The writing ranges from okay, with some weird word choices here and there (I’m still not sure how anyone’s handwriting can be classified as “arrogant”), to awkward and unintentionally funny. Let’s just say that there are some passages that, had I been reading this as an ebook, would’ve made me wonder if I’d bought a fake fanmade copy.
Some of the highlights:
“She’s clearly shocked by my behavior. She should be. My behavior is shocking.”
“Just tell me why you hate me. Once and for all.”
“All I want to do is nice things that make you happy. Sure, I’ll make whatever bargain you want, so long as you kiss me again. Go ahead and run. I definitely won’t shoot you in the back.” (What is even going on with this paragraph? Why does it have a cadence that makes it sound like angsty song lyrics?)
And my absolute favourite:
“Because if I scream, there are guards in the hall. They’ll come. They’ve got big, pointy swords. Huge.” (Truly a threat for the ages. “They have ALL the swords. The BEST swords. HUUUUGE and bigly.”)
“Wow, Kathy, so much hate. And you still gave it a 6 out of 10?”
Right, here comes a confession: I didn’t actually dislike it. Was I annoyed? Definitely. Baffled? Sure.
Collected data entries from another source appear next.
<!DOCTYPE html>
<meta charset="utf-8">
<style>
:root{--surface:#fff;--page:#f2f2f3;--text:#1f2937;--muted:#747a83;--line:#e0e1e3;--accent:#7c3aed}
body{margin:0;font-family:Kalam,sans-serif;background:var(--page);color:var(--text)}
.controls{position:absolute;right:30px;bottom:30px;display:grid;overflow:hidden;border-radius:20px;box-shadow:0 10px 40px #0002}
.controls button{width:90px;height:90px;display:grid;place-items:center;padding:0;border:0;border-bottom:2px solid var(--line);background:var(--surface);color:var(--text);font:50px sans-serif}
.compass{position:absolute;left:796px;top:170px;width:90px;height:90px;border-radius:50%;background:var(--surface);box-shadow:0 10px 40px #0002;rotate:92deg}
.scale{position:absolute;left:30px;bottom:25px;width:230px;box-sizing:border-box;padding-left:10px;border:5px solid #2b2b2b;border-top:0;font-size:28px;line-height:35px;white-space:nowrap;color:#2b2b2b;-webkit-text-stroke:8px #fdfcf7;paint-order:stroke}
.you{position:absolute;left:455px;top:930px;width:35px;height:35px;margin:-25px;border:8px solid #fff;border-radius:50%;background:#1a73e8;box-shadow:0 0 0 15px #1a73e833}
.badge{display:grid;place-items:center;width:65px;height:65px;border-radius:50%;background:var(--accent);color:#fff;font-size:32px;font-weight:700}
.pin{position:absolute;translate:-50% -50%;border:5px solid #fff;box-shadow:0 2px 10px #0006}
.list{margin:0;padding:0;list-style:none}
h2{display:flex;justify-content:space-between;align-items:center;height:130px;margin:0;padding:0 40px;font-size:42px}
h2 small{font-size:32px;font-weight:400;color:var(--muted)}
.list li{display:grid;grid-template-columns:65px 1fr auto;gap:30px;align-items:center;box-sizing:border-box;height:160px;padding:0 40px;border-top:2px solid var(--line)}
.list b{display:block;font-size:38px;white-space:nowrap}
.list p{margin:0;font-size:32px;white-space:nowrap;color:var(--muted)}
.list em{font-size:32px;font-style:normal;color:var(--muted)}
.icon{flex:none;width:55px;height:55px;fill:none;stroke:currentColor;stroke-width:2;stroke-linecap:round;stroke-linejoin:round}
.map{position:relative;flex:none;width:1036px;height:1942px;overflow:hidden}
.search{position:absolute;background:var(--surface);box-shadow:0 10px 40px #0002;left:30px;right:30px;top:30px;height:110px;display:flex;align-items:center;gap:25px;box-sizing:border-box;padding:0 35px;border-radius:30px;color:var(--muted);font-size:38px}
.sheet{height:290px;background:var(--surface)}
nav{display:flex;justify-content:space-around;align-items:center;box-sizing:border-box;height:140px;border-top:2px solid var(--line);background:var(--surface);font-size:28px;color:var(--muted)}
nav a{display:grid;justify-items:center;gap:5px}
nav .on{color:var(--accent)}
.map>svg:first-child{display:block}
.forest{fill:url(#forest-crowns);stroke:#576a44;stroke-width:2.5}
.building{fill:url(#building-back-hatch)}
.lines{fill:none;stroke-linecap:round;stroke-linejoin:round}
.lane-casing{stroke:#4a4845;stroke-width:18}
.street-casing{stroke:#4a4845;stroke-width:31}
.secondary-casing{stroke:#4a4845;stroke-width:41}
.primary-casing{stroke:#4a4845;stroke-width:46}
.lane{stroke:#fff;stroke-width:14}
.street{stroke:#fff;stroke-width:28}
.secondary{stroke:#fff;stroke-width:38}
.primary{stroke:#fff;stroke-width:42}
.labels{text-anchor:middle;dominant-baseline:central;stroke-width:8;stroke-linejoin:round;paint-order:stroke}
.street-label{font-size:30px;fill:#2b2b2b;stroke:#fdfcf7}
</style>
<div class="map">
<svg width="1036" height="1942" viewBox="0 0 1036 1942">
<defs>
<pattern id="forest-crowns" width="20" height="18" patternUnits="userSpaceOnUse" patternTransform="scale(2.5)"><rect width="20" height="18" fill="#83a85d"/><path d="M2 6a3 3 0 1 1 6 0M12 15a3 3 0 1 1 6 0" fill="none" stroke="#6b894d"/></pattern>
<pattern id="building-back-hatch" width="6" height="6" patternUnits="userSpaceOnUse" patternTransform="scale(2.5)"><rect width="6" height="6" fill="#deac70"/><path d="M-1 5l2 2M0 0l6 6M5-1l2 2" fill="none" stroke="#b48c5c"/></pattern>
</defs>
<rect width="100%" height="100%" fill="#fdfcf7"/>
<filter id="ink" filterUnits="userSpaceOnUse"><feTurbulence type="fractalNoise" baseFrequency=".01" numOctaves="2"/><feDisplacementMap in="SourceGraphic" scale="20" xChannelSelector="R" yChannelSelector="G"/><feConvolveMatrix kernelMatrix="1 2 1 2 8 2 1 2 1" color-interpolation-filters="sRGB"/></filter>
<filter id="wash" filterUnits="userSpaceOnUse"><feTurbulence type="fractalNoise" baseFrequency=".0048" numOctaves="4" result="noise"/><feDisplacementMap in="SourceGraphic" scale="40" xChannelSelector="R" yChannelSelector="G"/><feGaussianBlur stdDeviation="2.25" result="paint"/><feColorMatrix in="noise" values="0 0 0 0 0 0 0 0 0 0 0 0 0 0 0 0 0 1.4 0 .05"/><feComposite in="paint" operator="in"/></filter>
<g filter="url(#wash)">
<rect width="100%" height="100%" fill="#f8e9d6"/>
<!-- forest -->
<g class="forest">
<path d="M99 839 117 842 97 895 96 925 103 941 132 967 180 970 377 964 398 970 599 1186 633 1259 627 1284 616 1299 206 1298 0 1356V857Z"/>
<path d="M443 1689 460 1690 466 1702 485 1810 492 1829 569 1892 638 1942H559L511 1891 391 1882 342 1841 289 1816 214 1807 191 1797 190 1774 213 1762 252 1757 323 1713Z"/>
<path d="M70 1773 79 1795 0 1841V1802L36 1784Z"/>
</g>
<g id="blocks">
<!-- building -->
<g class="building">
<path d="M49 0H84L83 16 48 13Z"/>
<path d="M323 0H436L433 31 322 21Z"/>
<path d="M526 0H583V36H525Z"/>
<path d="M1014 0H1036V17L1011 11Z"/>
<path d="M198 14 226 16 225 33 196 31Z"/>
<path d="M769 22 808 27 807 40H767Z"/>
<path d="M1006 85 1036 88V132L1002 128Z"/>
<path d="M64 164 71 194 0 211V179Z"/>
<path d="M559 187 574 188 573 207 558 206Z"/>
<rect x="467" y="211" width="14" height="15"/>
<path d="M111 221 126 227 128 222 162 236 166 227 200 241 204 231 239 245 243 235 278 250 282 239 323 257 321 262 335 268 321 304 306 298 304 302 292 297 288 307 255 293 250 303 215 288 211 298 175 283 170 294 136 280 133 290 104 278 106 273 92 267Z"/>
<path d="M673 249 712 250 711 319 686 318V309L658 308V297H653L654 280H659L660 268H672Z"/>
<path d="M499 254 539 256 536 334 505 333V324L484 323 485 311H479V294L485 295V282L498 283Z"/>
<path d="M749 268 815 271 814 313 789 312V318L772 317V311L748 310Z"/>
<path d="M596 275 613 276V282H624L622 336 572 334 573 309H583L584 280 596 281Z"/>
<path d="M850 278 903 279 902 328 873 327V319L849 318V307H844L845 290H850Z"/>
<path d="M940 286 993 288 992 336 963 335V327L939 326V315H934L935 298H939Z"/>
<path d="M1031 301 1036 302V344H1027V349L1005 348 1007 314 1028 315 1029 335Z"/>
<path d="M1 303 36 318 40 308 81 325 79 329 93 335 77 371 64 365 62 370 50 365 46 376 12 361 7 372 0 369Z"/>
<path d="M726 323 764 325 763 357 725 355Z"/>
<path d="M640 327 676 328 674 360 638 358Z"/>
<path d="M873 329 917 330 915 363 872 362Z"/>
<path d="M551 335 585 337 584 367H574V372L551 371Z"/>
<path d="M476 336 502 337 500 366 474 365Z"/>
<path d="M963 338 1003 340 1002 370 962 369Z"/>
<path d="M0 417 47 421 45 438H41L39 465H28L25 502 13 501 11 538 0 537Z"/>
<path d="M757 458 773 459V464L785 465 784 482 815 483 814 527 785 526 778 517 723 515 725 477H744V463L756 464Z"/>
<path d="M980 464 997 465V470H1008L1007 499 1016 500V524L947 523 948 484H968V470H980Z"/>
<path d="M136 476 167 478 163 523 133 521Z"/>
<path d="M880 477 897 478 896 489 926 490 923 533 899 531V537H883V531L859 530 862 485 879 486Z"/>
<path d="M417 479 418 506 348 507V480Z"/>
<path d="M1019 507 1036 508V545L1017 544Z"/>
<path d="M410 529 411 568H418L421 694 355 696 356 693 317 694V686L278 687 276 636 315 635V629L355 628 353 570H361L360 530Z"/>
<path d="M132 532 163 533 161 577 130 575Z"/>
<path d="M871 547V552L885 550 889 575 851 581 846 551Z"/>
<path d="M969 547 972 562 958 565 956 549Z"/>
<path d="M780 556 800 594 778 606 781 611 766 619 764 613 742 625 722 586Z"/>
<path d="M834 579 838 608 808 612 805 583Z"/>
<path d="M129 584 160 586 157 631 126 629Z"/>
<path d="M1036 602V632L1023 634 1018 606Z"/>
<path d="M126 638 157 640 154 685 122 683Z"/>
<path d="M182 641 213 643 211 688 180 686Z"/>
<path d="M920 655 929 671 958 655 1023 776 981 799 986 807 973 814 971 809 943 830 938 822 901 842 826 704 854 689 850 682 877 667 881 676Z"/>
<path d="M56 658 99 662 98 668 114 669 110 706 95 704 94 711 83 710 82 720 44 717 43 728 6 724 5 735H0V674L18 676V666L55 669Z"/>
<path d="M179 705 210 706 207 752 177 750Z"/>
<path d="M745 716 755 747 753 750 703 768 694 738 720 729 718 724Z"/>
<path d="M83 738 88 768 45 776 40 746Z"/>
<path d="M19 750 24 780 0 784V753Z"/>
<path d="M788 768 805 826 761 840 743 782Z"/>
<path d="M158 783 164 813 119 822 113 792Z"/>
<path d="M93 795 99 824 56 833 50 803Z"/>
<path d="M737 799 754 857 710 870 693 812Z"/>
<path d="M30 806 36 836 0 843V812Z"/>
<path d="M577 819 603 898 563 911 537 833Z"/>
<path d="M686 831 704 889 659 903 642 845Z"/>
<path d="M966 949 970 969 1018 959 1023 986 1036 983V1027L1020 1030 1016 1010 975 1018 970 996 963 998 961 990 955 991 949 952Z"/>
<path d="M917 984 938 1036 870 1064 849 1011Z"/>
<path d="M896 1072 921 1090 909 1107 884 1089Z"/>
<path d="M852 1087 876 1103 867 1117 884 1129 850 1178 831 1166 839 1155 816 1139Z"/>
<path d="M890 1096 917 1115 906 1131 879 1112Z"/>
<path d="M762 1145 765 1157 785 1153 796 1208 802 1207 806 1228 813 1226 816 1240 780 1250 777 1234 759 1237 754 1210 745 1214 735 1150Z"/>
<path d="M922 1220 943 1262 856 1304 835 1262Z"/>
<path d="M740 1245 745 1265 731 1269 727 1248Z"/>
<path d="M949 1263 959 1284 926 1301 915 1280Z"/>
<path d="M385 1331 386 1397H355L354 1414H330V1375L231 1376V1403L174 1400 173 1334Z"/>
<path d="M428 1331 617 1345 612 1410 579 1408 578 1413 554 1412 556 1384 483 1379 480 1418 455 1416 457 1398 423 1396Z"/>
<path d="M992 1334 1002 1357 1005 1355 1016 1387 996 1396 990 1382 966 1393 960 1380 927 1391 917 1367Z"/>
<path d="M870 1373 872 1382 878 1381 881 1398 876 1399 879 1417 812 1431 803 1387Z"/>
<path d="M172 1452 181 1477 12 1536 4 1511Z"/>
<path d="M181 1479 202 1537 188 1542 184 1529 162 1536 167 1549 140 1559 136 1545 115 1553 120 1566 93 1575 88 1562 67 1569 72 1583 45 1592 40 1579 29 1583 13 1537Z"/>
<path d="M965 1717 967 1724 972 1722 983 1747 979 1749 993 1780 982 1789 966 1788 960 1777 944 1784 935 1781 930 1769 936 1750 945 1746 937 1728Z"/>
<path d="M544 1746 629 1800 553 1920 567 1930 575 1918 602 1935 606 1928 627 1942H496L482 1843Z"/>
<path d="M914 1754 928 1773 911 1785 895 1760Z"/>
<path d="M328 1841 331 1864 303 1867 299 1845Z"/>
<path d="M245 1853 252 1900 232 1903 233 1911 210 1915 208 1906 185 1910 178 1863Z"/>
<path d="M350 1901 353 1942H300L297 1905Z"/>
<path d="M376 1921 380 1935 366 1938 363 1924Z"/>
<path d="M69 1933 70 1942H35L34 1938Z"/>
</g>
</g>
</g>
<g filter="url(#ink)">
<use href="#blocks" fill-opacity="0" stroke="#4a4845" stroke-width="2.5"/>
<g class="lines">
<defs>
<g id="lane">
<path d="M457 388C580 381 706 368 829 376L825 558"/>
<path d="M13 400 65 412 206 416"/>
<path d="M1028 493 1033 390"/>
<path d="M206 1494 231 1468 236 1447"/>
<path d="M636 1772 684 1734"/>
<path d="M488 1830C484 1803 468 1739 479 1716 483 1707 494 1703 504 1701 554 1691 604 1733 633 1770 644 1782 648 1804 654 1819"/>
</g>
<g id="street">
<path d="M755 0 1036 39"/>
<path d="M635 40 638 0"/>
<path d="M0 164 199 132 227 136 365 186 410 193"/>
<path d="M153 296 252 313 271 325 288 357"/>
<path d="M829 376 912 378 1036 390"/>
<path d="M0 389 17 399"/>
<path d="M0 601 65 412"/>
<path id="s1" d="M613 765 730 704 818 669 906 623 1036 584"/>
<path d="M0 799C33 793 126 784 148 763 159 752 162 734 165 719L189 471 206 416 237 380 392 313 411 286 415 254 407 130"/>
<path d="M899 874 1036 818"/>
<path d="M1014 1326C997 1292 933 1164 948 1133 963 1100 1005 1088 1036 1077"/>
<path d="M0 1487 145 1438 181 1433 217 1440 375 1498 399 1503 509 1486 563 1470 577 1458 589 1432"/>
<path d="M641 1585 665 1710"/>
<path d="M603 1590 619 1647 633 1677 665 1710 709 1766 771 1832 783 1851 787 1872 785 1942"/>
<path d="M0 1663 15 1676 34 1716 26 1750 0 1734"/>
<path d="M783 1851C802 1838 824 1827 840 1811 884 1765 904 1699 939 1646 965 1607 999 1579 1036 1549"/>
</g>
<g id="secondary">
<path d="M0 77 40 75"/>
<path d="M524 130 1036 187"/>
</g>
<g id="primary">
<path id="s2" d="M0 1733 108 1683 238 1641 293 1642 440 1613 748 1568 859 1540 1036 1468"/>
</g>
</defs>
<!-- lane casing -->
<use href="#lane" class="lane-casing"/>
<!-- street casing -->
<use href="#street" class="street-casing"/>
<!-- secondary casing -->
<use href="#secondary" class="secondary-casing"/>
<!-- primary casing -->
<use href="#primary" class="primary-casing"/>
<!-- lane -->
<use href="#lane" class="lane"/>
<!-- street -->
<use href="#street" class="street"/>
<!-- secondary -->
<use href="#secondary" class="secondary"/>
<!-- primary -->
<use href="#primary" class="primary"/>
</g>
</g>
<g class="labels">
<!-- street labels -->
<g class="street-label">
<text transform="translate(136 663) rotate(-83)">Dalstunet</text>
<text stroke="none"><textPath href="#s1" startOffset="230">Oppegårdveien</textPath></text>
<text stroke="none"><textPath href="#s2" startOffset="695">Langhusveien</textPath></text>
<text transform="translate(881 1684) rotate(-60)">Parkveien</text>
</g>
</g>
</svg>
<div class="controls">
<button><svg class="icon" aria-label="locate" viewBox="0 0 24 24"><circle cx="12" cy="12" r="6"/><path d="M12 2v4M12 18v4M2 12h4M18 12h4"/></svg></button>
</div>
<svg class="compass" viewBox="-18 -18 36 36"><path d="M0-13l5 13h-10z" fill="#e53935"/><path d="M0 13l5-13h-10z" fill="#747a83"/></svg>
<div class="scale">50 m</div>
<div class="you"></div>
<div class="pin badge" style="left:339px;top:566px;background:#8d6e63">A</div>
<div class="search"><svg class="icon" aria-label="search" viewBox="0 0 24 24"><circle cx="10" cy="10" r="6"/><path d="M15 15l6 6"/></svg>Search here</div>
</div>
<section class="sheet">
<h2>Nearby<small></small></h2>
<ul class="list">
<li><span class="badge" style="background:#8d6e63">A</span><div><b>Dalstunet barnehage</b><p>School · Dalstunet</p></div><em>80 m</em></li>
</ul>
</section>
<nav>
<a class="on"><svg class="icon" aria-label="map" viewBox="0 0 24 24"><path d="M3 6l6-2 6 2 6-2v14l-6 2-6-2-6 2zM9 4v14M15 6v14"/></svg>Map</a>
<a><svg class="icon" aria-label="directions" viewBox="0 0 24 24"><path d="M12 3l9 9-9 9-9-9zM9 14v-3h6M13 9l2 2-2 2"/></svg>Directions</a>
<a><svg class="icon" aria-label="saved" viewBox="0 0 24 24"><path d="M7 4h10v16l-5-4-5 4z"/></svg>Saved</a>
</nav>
But I was never bored which is more than I can say for a lot of the other books I read in 2018.
The Cruel Prince is definitely not the start to the next great YA fantasy as some would have me believe, but it’s got marketability and a weird addictiveness that (almost) overrides my annoyance. It has everything that makes the Boys Over Flower formula popular with the added benefit of a protagonist who’s not a doormat which is, admittedly, cathartic (even if she does lack a personality). And Cardan does have potential to be interesting so I’m holding out on the hope that maybe–maybe–he plays a more active role in the sequel.
Oh, and Black’s descriptions of the food and fae clothing are pretty great. It doesn’t really contribute to the overall quality of the book–it only makes me wish the other elements of the story were as detailed–but it’s a nice touch.
So all this backhanded praise is to say its many faults won’t stop me from reading Book 2.
…And it won’t stop me from drawing Cardan, either (attempting to, anyway). Because aesthetics–this boy has ’em. (And no, I don’t know what’s going on with the “thorns” around him either. I got tired and lazy. Sigh.)